Zone 2 training adapts to your fitness level over time. For example, just six weeks ago, my Zone 2 runs had me jogging at an 11:30 per mile pace, with frequent stops to lower my heart rate. By consistently training in Zone 2, I can now sustain a 9:30 per mile pace without exceeding my Zone 2 heart rate—a two-minute improvement in only six weeks! Increased aerobic fitness from Zone 2 training translates into better endurance for everyday activities, such as playing with your kids without feeling out of breath, walking around all day while shopping, or enjoying an active day out without fatigue.
How to Zone 2
Finding your Zone 2 can be done easily using the “talk test.” If you can speak in complete sentences but find it slightly challenging to hold a long conversation, you are likely in Zone 2. If you’re gasping for air and unable to complete sentences, you’re in Zone 3 or Zone 4. Conversely, if you can chat effortlessly, you’re in Zone 1. Another method is heart rate monitoring, with Zone 2 typically falling between 70% and 85% of your maximum heart rate (see the end of this article for my Zone 2 calculations as an example).
Once you’ve identified your Zone 2, choose an exercise that fits your lifestyle and preferences, allowing you to maintain a steady pace. For example, I do much of my Zone 2 training by jogging, but I have recently added stationary biking, rowing, and the stair stepper to minimize the impact on joints. Many people achieve Zone 2 intensity with a brisk walk, while others may require a light jog. As you progress you may find that you need to change your methods or slightly increase the intensity you are exercising at to avoid falling back into Zone 1.

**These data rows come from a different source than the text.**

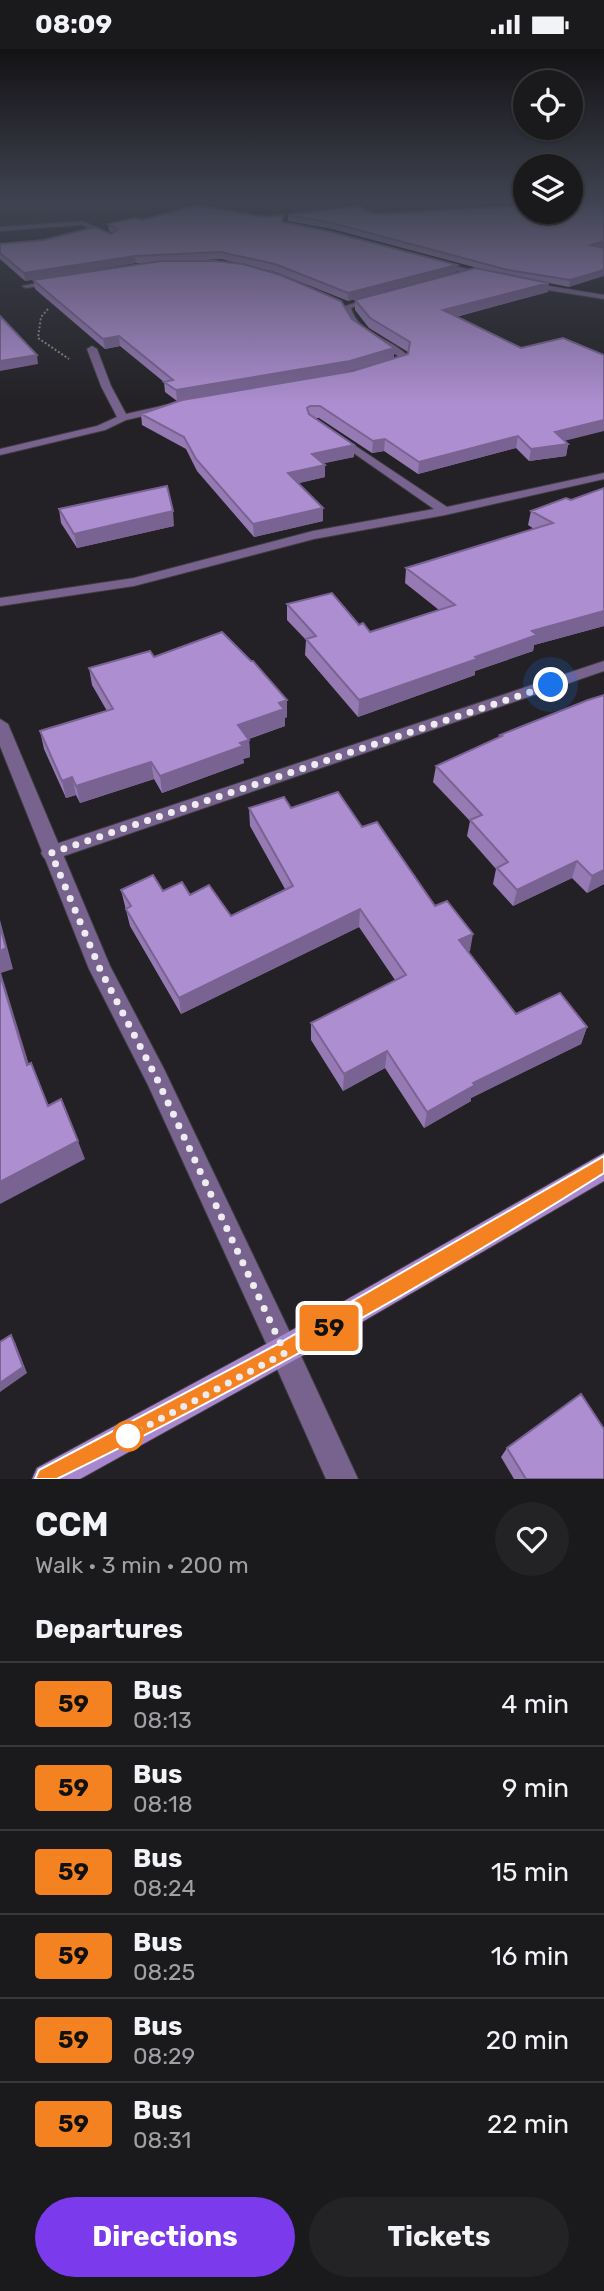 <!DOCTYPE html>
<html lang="en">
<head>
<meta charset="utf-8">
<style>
	body { margin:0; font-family:Rubik,sans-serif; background:#232225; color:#f1f3f6; height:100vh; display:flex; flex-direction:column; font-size:26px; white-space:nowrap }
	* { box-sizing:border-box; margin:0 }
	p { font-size:23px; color:#9fa0a3 }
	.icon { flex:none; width:38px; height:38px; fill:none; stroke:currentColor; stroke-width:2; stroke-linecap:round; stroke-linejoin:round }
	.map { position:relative; height:1430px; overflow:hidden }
	.side { display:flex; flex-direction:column; background:#1a191c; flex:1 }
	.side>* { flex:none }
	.badge { padding:0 14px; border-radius:5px; font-size:24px; line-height:46px }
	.controls { position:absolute; left:513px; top:21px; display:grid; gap:14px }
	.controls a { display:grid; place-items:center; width:70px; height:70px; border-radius:50%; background:#1a191c; box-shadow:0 2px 5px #0004,0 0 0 2px #38383b; font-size:35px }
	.you { position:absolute; width:35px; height:35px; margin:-18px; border:5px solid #fff; border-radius:50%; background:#1a73e8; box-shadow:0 0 0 10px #1a73e833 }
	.map>.badge { position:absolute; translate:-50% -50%; box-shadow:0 0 0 4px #fff }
	h2 { padding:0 35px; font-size:26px; line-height:63px }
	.round { display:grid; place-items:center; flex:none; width:74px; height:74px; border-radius:37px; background:#232225 }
	.overview { display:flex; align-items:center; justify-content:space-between; height:119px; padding:0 35px }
	h1 { font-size:33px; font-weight:700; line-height:52px }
	.cta { display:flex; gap:14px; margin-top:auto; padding:14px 35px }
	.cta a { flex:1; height:80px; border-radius:42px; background:#7c3aed; color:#fff; font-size:28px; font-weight:700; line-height:80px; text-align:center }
	.cta a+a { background:#232225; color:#f1f3f6 }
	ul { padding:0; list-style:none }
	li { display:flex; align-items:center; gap:21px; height:84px; padding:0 35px; border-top:2px solid #38383b }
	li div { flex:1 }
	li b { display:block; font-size:26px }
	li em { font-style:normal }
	li .badge { min-width:77px; font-weight:700; text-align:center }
	.status { display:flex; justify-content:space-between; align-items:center; height:49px; padding:0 35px; background:#1a191c; direction:ltr }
	.status svg { height:19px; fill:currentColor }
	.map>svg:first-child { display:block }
</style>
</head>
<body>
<div class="status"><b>08:09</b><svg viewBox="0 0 49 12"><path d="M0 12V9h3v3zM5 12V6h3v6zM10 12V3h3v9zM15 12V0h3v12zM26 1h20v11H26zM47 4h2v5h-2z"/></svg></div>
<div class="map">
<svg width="604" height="1430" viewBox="0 0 604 1430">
	<rect width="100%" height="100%" fill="#232125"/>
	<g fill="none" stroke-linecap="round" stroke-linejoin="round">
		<defs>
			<path id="minor" d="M83 172 116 188 111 189 82 176 0 182V178Z
				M433 212 490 225 491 227 487 229 430 216Z
				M58 230 61 234 26 239 22 237Z
				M525 233 604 246V250L522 237Z
				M374 247 381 249 351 259C359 286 389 288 407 306L406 313 386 322 383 321V317L398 310V307L352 277 343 258Z
				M92 297 97 300 111 337 126 365 166 356 170 357V361L126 371 105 381 0 406V400L97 377 117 368 101 337 87 300Z
				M336 384 447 458 604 424V430L445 466 314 490 134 537 0 557V549L134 529 313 482 434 460 332 389 331 387Z
				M604 612V622L58 809 51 811 44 809 41 804 44 799Z
				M285 1289 295 1294 358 1430H326L270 1304 275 1294Z"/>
			<path id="tertiary" d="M0 670 8 675 110 917 164 1020 295 1294 300 1304 295 1314 285 1319 275 1314 148 1036 89 920 0 697Z"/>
			<path id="secondary" d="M604 1104V1132L338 1287 80 1430H32L37 1419 318 1267Z"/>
		</defs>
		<!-- minor casing -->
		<use href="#minor" stroke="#3f3d41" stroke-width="2"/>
		<!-- tertiary casing -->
		<use href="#tertiary" stroke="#3f3d41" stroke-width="2"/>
		<!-- secondary casing -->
		<use href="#secondary" stroke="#3f3d41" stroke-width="2"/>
		<!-- path -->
		<path stroke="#8c8a8e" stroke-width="2" stroke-dasharray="2 2" stroke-linecap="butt" d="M48 260 41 268 38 289 69 310"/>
		<!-- minor -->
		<use href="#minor" fill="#78638f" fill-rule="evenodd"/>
		<!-- tertiary -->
		<use href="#tertiary" fill="#78638f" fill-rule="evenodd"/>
		<!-- secondary -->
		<use href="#secondary" fill="#a987ce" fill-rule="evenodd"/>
	</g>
	<!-- wall -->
	<path fill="#957ab3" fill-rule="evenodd" d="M604 154V198L601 199 569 238 549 234 548 243 456 268 568 395 566 407 529 412 516 399 418 425 384 402 372 404 319 369H313L354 408 323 414 325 416V428L298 434 323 472 254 488 197 422 186 400 142 376 141 365 353 322 408 305V303L369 279 355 261V251L485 221 332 180 288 172V166L375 165Z
		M142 171 283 173 456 223 348 252 275 223 250 217 352 270 394 309 349 322 177 352 165 343 164 333 120 297 105 300 35 240 33 231 150 214H136L25 232 0 210V195L111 185 112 184 109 182 108 175ZM221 210 240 215 191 212Z
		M604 439V577L534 596 533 602 475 622V626L358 668 305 606 306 591 287 571V555L359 576 370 583 439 561 405 534 406 519 534 480 528 476 531 462 571 451Z
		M59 460 174 477 77 499 61 474Z
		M154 608 287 668 285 669V677L249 690 250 708 243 710 244 714 162 744 154 730 80 754 76 746 66 749 44 700 40 682 107 662 92 636 89 619Z
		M500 686 604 835 587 844 572 829 513 857 493 835 496 820 467 787 470 772 433 733 436 717 500 688Z
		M249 759H291L362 778 435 857 470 902 468 903 516 965 587 978 581 995 471 1049V1052L424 1079 385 1019 343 1042 311 991V974L395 931 359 878 181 965 130 877 121 841 163 842 190 846 231 867 285 840 250 777Z
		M507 1399 604 1430H514L501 1408Z"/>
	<!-- shaded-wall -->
	<path fill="#796392" d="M604 192V198L590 202 591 196Z
		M135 207 136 214 25 232 24 224Z
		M457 216 456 223 348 252V244Z
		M604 221V227L569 238 570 231Z
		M549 234 548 243 442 271 443 261Z
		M119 287 120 297 105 300 103 290Z
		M394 299V309L349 322 177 352 176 341Z
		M37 306 38 315 0 322V312Z
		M604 371V382L552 395 555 383Z
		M518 387 516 399 418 425 419 413Z
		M385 390 384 402 372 404 373 392Z
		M568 395 566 407 529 412 531 400Z
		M354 396V408L312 417V405Z
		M325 416V428L288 437V424Z
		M323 459V472L254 488 253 475Z
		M173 462 174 477 77 499 74 485Z
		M604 562V577L534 596 533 602 475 622V626L358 668 359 651 475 608 532 582Z
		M287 651V668L285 669V677L239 693 238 676 279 654Z
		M249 691 250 708 243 710 244 714 162 744 160 727Z
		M151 713 154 730 80 754 76 737Z
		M72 728 76 746 66 749 62 732Z
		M577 812 572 829 513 857 517 841Z
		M604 821V835L587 844 592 827Z
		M360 860 359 878 181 965 179 949Z
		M0 871 13 920 1 924 35 1035 27 1016 0 925Z
		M473 885 470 902 456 908 459 891Z
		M587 978 581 995 471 1049V1052L424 1079 427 1063 473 1034Z
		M387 1002 385 1019 343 1042 344 1025Z
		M78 1092 85 1110 0 1155V1133Z
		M11 1286 15 1293 27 1324 0 1343V1334Z"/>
	<!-- building -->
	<path fill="#ad8ed0" stroke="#796392" stroke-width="2" d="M570 154H604V192L591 196 604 199V221L570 231 508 221 332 174 288 166 358 157 375 165 525 157V163H570Z
		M196 156 264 168 283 166 282 173 328 182 457 216 348 244 275 215 220 203 135 207 24 224 0 204V195L44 191 95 178 111 185 118 180 108 175 134 169 142 171Z
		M161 212H216L243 215 281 226 341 252 352 270 394 299 350 312 176 341 164 333 173 331 119 287 103 290 33 231Z
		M475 219 549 234 443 261 521 299 563 289 604 306V371L555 383 568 395 531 400 518 387 419 413 385 390 373 392 320 357H310L307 359 309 365 354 396 312 405 325 416 288 424 323 459 253 475 196 410 184 388 141 365 182 351 353 322 408 305 410 293 370 269 355 251Z
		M0 267 37 306 0 312Z
		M167 437 173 462 74 485 59 460Z
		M604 439V562L532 582 537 586 475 608 477 610 359 651 306 590 316 587 287 555 332 544 359 576 363 574 370 583 455 556 406 519 553 474 531 462 566 449 571 451Z
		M222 583 251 612H253L287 651 279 654 284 660 238 676 249 691 240 694 243 697 160 727 151 713 76 737 72 728 62 732 40 682 113 660 89 619 150 602 154 608Z
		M604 646V821L592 827 577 812 517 841 497 819 508 813 470 771 482 766 436 717 502 687 500 686 588 651Z
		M338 743 362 778 377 773 435 857 447 852 473 885 459 891 516 965 560 944 587 978 473 1034 475 1036 427 1063 387 1002 344 1025 311 974 406 926 360 860 179 949 126 860 131 857 121 841 153 826 163 842 182 833 190 846 209 836 231 867 293 837 249 759 284 748 291 759Z
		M0 877 6 899 0 902Z
		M0 925 27 1016 31 1014 48 1057 61 1050 78 1092 0 1133Z
		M11 1286 23 1318 0 1334V1293Z
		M581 1345 604 1380V1430H526L507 1399Z"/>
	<!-- sky -->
	<linearGradient id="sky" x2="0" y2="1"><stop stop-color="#131214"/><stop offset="0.43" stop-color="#3f4351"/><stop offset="1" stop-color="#3f4351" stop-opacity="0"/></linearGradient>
	<rect width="604" height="355" fill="url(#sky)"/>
	<!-- line -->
	<path fill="#f58220" stroke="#fff" stroke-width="2" d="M604 1107V1124C429 1235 244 1338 57 1430H35L39 1421 276 1296Z"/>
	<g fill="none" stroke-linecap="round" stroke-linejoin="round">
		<!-- walk -->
		<path stroke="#eeecf0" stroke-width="7" stroke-dasharray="0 12.6" d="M128 1387 285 1304 156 1028 100 920 51 804 551 636"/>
	</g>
	<!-- markers -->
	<circle fill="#fff" stroke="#f58220" stroke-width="3.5" cx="128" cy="1387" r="14"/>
</svg>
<div class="controls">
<a><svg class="icon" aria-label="locate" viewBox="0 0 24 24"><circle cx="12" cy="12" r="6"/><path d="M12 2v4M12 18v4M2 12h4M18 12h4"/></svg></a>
<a><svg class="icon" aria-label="layers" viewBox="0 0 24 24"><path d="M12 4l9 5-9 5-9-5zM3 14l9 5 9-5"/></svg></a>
</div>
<div class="you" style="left:551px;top:636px"></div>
<b class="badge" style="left:329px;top:1279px;background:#f58220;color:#111">59</b>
</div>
<section class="side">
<div class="overview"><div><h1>CCM</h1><p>Walk · 3 min · 200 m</p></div><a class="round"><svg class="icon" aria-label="heart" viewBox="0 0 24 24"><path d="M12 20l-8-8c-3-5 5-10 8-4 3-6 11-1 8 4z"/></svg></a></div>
<h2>Departures</h2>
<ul>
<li><span class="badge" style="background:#f58220;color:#111">59</span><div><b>Bus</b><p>08:13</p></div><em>4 min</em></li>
<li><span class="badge" style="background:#f58220;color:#111">59</span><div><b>Bus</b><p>08:18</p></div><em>9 min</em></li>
<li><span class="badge" style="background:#f58220;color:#111">59</span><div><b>Bus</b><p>08:24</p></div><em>15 min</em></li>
<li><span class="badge" style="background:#f58220;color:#111">59</span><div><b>Bus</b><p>08:25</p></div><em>16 min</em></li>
<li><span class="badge" style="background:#f58220;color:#111">59</span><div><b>Bus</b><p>08:29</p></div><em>20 min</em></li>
<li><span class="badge" style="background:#f58220;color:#111">59</span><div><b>Bus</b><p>08:31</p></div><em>22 min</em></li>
</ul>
<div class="cta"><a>Directions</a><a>Tickets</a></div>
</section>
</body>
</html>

An excellent (and lofty) weekly goal is to accumulate 180 minutes of Zone 2 training per week. However, even as little as 60 minutes weekly can yield benefits, especially if you are new to this type of exercise. You can break up your Zone 2 training however you like. I currently spread it across four sessions of 30–45 minutes each. Use this time to listen to an audiobook or podcast, plan your day, connect with a loved one, or simply enjoy a mental break from the fast-paced, overstimulating world around you.
Example on How to Calculate Zone 2
Heart Rate Max HR = 192 bpm (according to my Garmin smartwatch)
Lower end of zone 2 : 70% x 192 bpm = 134 bpm
Upper end of zone 2 : 85% x 192 bpm = 163 bpm
So my goal when zone 2 training is to stay someone in between 134 – 163 bpm zone. If I find the effort feels a little to hard or I am not wearing a HR monitoring device I will just try to hold a short conversation with myself (probably look insane to people passing) and use this as a guide to get me into zone 2. If I’m on a run and my HR starts to elevate out of zone 2 I just stop and walk for a bit.